How to complete this task →
Check each line of the entries below for the word "roads", and copy the lines that have it.

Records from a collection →
──────
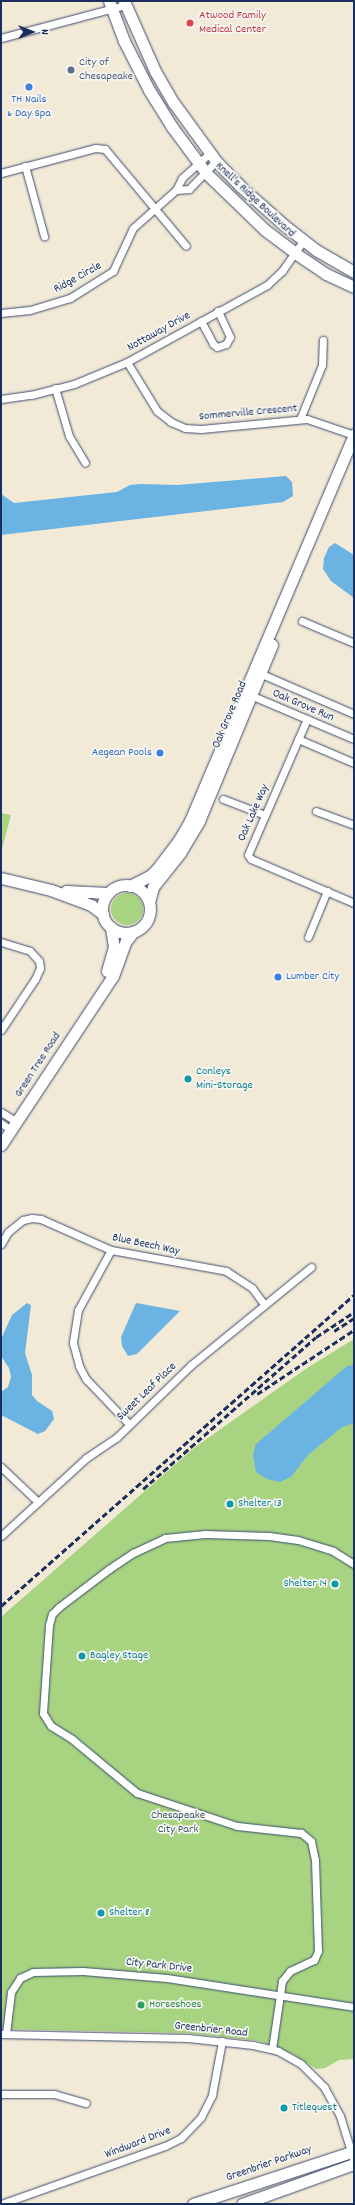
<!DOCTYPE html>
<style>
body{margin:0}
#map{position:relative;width:355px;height:2205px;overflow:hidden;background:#f2e9d6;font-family:Dekko,sans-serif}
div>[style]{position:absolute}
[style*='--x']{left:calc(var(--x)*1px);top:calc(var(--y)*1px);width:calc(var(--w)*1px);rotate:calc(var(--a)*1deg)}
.green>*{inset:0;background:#a8d481}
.round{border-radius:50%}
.water>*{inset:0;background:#6ab3e2}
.roads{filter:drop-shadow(0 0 1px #3b4b70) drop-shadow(0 0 1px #3b4b70)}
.street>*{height:7px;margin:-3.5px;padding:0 3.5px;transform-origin:3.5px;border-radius:3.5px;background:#fff}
.secondary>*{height:11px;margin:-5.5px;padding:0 5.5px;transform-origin:5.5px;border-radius:5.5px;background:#fff}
.secondary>.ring{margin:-5.5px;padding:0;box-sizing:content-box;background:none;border:11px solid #fff;border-radius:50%}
.rail>*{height:2.5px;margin-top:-1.25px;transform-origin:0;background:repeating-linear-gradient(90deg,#1b2f5e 0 6px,transparent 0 9px)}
.dots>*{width:11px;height:11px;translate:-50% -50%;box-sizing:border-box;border:2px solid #f6f6f2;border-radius:50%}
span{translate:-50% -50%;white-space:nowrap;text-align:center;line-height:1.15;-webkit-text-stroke:3.5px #f6f6f2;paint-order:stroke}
.health-label{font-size:12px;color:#be3a42}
.left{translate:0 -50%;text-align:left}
.service-label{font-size:12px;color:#4e5e75}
.shop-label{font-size:12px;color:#366cbe}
.right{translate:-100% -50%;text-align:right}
.street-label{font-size:12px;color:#1b2f5e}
.culture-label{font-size:12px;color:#0d838f}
.park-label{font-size:12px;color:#3e5867}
.leisure-label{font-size:12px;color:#27864d}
.frame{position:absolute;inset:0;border:2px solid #1b2f5e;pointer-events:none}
.north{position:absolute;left:12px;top:12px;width:40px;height:40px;-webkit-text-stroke:3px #f6f6f2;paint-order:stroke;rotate:90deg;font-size:11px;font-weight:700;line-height:16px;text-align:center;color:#1b2f5e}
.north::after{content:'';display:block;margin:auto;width:14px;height:18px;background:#1b2f5e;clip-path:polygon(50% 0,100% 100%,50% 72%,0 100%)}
</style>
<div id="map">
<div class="green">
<i style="clip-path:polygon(1px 813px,11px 815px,1px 853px)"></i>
<i class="round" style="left:111px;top:893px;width:32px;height:32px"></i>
<i style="clip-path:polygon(354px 1339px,354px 2059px,339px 2060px,325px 2068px,316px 2069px,291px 2053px,260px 2041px,187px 2033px,1px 2029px,1px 1617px,194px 1448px,307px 1368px)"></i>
</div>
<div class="water">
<i style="clip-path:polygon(286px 476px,292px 482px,293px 496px,283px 502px,1px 535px,1px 494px,14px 503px,117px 492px,130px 485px,140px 484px,177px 485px)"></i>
<i style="clip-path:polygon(335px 543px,354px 555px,354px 598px,331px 581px,323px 569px,324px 558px,329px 547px)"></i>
<i style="clip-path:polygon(27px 1303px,31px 1305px,25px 1353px,32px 1375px,32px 1395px,37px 1401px,52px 1411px,54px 1419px,45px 1431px,38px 1434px,1px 1415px,1px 1392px,8px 1387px,11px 1377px,9px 1368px,1px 1356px,1px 1339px,12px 1315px)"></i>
<i style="clip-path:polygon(136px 1303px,180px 1311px,137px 1354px,128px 1356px,122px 1346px,121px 1337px)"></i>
<i style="clip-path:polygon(354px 1365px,354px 1423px,342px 1427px,308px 1455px,291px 1477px,280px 1482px,267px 1479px,256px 1472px,253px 1456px,255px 1445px,347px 1366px)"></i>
</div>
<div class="roads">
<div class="street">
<i style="--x:1;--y:38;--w:128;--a:-14.9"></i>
<i style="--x:25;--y:166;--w:73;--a:74.8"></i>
<i style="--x:1;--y:173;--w:97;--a:-14.9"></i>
<i style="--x:95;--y:148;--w:10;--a:6"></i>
<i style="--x:105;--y:149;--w:126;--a:50.1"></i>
<i style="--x:176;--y:190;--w:13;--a:-4"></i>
<i style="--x:189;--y:189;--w:39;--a:-46"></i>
<i style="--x:1;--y:313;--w:29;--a:-6"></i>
<i style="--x:30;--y:310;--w:42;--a:-16.7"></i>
<i style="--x:70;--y:298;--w:51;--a:-32.1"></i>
<i style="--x:113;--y:271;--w:47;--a:-65.1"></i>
<i style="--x:133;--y:228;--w:57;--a:-41.5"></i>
<i style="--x:176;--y:190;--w:13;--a:-63"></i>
<i style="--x:182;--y:178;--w:38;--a:-42"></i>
<i style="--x:201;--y:321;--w:26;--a:62"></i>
<i style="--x:213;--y:344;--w:5;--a:37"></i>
<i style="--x:217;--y:347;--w:9;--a:-18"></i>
<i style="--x:226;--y:344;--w:8;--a:-60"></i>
<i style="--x:230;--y:337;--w:29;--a:-115"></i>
<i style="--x:127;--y:362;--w:57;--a:58.5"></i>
<i style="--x:157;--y:411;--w:18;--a:38"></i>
<i style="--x:171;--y:422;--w:15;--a:23"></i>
<i style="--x:185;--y:428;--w:16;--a:4"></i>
<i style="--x:201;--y:429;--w:106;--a:-5.4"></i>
<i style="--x:307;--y:419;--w:50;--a:18.8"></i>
<i style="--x:55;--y:388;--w:50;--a:73.7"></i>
<i style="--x:69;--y:436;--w:31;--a:59"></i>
<i style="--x:1;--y:399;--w:30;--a:-8"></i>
<i style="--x:31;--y:395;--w:44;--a:-14.3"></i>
<i style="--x:74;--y:384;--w:57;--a:-22.5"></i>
<i style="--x:127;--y:362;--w:160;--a:-28.8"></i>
<i style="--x:267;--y:285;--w:21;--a:-43"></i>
<i style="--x:282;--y:271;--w:38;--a:-55"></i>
<i style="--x:300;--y:419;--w:58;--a:-67.8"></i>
<i style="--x:322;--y:365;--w:25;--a:-88"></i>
<i style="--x:302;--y:621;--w:56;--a:22.9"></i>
<i style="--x:257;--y:672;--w:106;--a:23.4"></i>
<i style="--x:248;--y:694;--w:115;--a:23"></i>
<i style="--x:307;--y:719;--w:148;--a:113.5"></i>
<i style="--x:248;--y:855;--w:5;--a:53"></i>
<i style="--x:251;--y:859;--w:112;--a:23.1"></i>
<i style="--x:298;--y:739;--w:61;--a:23.2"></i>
<i style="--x:223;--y:799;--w:45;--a:20.9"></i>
<i style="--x:316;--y:811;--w:40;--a:20.2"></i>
<i style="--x:308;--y:937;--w:50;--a:-67.6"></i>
<i style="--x:1;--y:942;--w:30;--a:17"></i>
<i style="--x:30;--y:951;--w:13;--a:48"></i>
<i style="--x:39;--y:961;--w:7;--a:82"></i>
<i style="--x:40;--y:968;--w:12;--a:114"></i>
<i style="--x:35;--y:979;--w:61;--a:123.7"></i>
<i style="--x:1;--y:1112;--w:19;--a:32"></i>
<i style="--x:1;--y:1123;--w:12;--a:35"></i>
<i style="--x:1;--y:1244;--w:14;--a:-60"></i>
<i style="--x:8;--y:1232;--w:19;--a:-39"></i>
<i style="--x:23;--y:1220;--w:9;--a:-13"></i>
<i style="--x:32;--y:1218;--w:9;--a:6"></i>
<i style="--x:41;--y:1219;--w:77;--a:23.9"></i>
<i style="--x:111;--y:1250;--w:117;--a:10.3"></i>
<i style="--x:226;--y:1271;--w:31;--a:33"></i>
<i style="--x:252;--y:1288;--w:21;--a:53"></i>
<i style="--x:111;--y:1250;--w:68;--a:118.8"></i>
<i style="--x:78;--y:1310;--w:33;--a:99"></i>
<i style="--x:73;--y:1343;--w:24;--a:75"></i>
<i style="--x:79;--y:1366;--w:15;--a:62"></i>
<i style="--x:86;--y:1379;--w:62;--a:46.3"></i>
<i style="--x:1;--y:1467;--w:51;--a:43.4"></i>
<i style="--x:1;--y:1536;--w:115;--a:-42.5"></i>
<i style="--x:86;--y:1458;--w:37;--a:-34"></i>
<i style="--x:117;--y:1437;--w:103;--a:-44.2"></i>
<i style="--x:191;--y:1365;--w:155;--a:-39.2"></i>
<i style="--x:1;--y:2034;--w:187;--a:1.2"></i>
<i style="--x:188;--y:2038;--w:65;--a:6.1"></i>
<i style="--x:253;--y:2045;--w:26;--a:13"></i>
<i style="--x:278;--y:2051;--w:26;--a:29"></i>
<i style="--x:301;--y:2064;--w:33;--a:45"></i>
<i style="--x:324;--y:2087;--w:33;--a:61"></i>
<i style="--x:340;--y:2116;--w:47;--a:72.7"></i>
<i style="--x:6;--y:2034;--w:42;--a:-83.2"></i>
<i style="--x:11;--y:1992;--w:17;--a:-57"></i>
<i style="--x:20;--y:1978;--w:14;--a:-25"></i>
<i style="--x:33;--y:1972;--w:50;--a:-1.1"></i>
<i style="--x:83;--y:1971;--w:84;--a:4.8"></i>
<i style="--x:167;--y:1978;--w:189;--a:8.8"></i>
<i style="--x:272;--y:2049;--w:69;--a:-81.6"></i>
<i style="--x:282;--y:1981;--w:13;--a:-51"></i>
<i style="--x:290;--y:1971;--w:26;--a:-25"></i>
<i style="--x:314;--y:1960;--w:10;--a:-66"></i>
<i style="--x:318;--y:1951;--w:91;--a:-91.9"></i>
<i style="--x:315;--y:1860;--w:19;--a:-102"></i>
<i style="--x:311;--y:1841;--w:13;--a:-141"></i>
<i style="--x:301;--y:1833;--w:64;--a:-173.8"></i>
<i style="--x:237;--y:1826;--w:105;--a:-161.7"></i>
<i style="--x:137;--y:1793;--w:85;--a:-140.3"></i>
<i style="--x:72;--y:1739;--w:25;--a:-148"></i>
<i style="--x:51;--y:1726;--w:15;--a:-122"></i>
<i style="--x:43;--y:1713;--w:88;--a:-86.1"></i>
<i style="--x:49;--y:1625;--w:11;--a:-75"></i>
<i style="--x:52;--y:1614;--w:10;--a:-45"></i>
<i style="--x:59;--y:1607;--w:63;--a:-37.2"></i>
<i style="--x:109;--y:1569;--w:29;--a:-34"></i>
<i style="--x:133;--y:1553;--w:35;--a:-25"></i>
<i style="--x:165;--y:1538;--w:40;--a:-5.7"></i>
<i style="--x:205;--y:1534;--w:64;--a:1.8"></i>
<i style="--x:269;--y:1536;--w:29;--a:8"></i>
<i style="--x:298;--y:1540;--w:37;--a:17"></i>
<i style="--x:333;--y:1551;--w:25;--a:32"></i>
<i style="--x:1;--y:2094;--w:53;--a:0"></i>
<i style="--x:54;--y:2094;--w:33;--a:16"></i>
<i style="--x:1;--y:2204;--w:174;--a:-19.5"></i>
<i style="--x:165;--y:2146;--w:18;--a:-27"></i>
<i style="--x:181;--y:2138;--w:29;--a:-46"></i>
<i style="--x:201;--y:2117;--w:25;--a:-63"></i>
<i style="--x:212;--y:2095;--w:55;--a:-79.5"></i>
</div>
<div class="secondary">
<i style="--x:109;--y:1;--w:43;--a:69.4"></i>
<i style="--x:124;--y:41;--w:55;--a:63"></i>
<i style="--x:149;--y:90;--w:44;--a:58.1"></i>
<i style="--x:172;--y:127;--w:57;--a:53.5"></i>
<i style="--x:206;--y:173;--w:82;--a:44"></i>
<i style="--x:265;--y:230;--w:38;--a:37"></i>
<i style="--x:295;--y:253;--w:37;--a:34"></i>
<i style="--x:326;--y:274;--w:31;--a:25"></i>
<i style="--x:124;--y:1;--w:77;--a:66.1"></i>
<i style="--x:155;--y:71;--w:36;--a:60"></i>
<i style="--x:173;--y:102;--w:73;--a:53.9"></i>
<i style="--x:216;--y:161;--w:35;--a:46"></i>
<i style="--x:240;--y:186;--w:59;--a:41.6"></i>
<i style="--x:284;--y:225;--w:41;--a:38"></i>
<i style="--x:316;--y:250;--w:44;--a:30.1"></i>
<i style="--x:1;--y:878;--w:51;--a:13.5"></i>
<i style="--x:51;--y:890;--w:43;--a:20.6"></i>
<i style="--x:91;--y:905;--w:15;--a:37"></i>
<i class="ring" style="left:102px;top:885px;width:37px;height:37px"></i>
<i style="--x:130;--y:886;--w:22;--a:-27"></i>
<i style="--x:150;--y:876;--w:10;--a:-45"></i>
<i style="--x:157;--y:869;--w:36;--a:-53"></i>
<i style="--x:179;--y:840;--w:22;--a:-60"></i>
<i style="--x:190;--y:821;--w:420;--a:-67"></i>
<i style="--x:66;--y:891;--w:42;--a:2.7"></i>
<i style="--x:149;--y:902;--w:16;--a:-75"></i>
<i style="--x:153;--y:887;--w:43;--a:-51.5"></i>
<i style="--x:180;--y:853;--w:37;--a:-59"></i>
<i style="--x:199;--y:821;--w:191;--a:-67.5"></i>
<i style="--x:107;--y:971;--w:25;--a:-74"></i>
<i style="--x:114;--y:947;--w:20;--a:-99"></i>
<i style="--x:1;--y:1145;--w:203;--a:-56.5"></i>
<i style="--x:113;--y:976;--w:37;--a:-70"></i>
<i style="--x:126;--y:941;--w:11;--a:-52"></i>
<i style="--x:193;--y:2204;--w:169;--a:-18.2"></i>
<i style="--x:242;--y:2204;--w:119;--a:-19.7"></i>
</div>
</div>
<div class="rail">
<i style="--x:334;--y:1331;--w:24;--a:-33"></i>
<i style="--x:257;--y:1394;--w:116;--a:-33.4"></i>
<i style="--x:143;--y:1489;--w:230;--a:-41.3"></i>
<i style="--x:316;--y:1337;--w:45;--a:-33.3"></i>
<i style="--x:1;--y:1606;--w:470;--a:-41.4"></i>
</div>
<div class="dots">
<i style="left:190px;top:23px;background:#e0444e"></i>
<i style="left:71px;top:70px;background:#5c6f8a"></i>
<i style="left:29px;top:87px;background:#3f7fe0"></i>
<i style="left:160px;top:753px;background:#3f7fe0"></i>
<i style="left:278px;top:977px;background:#3f7fe0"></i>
<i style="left:188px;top:1079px;background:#0f9aa8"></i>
<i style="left:230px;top:1504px;background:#0f9aa8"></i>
<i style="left:335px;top:1584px;background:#0f9aa8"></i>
<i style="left:82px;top:1656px;background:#0f9aa8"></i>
<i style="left:101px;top:1913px;background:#0f9aa8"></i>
<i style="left:141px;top:2005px;background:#2e9e5b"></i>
<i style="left:284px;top:2108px;background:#0f9aa8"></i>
</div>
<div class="health-label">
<span class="left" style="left:199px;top:23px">Atwood Family<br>Medical Center</span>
</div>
<div class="service-label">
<span class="left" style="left:79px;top:70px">City of<br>Chesapeake</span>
</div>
<div class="shop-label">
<span style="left:29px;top:107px">TH Nails<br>&amp; Day Spa</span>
<span class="right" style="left:152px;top:753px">Aegean Pools</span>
<span class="left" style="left:286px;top:977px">Lumber City</span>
</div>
<div class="street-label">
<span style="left:255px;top:200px;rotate:43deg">Knell's Ridge Boulevard</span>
<span style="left:78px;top:278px;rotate:-29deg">Ridge Circle</span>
<span style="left:159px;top:332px;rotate:-29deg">Nottaway Drive</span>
<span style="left:248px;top:413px;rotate:-5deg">Sommerville Crescent</span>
<span style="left:303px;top:706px;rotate:23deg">Oak Grove Run</span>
<span style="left:230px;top:715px;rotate:-67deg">Oak Grove Road</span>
<span style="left:254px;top:813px;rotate:-66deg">Oak Lake Way</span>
<span style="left:38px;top:1065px;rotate:-57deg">Green Tree Road</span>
<span style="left:146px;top:1245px;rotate:12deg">Blue Beech Way</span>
<span style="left:147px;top:1392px;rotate:-44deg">Sweet Leaf Place</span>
<span style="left:159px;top:1966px;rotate:6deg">City Park Drive</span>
<span style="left:211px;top:2030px;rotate:6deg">Greenbrier Road</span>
<span style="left:138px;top:2143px;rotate:-21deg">Windward Drive</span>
<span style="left:269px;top:2164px;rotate:-19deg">Greenbrier Parkway</span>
</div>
<div class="culture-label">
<span class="left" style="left:196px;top:1079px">Conleys<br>Mini-Storage</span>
<span class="left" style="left:238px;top:1504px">Shelter 13</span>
<span class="right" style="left:327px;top:1584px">Shelter 14</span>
<span class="left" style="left:90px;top:1656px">Bagley Stage</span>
<span class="left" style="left:109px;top:1913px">Shelter 8</span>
<span class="left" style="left:292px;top:2108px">Titlequest</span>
</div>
<div class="park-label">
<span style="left:178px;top:1823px">Chesapeake<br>City Park</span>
</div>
<div class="leisure-label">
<span class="left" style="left:149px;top:2005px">Horseshoes</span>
</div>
<div class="frame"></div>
<div class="north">N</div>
</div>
──────
Completed task →
.roads{filter:drop-shadow(0 0 1px #3b4b70) drop-shadow(0 0 1px #3b4b70)}
<div class="roads">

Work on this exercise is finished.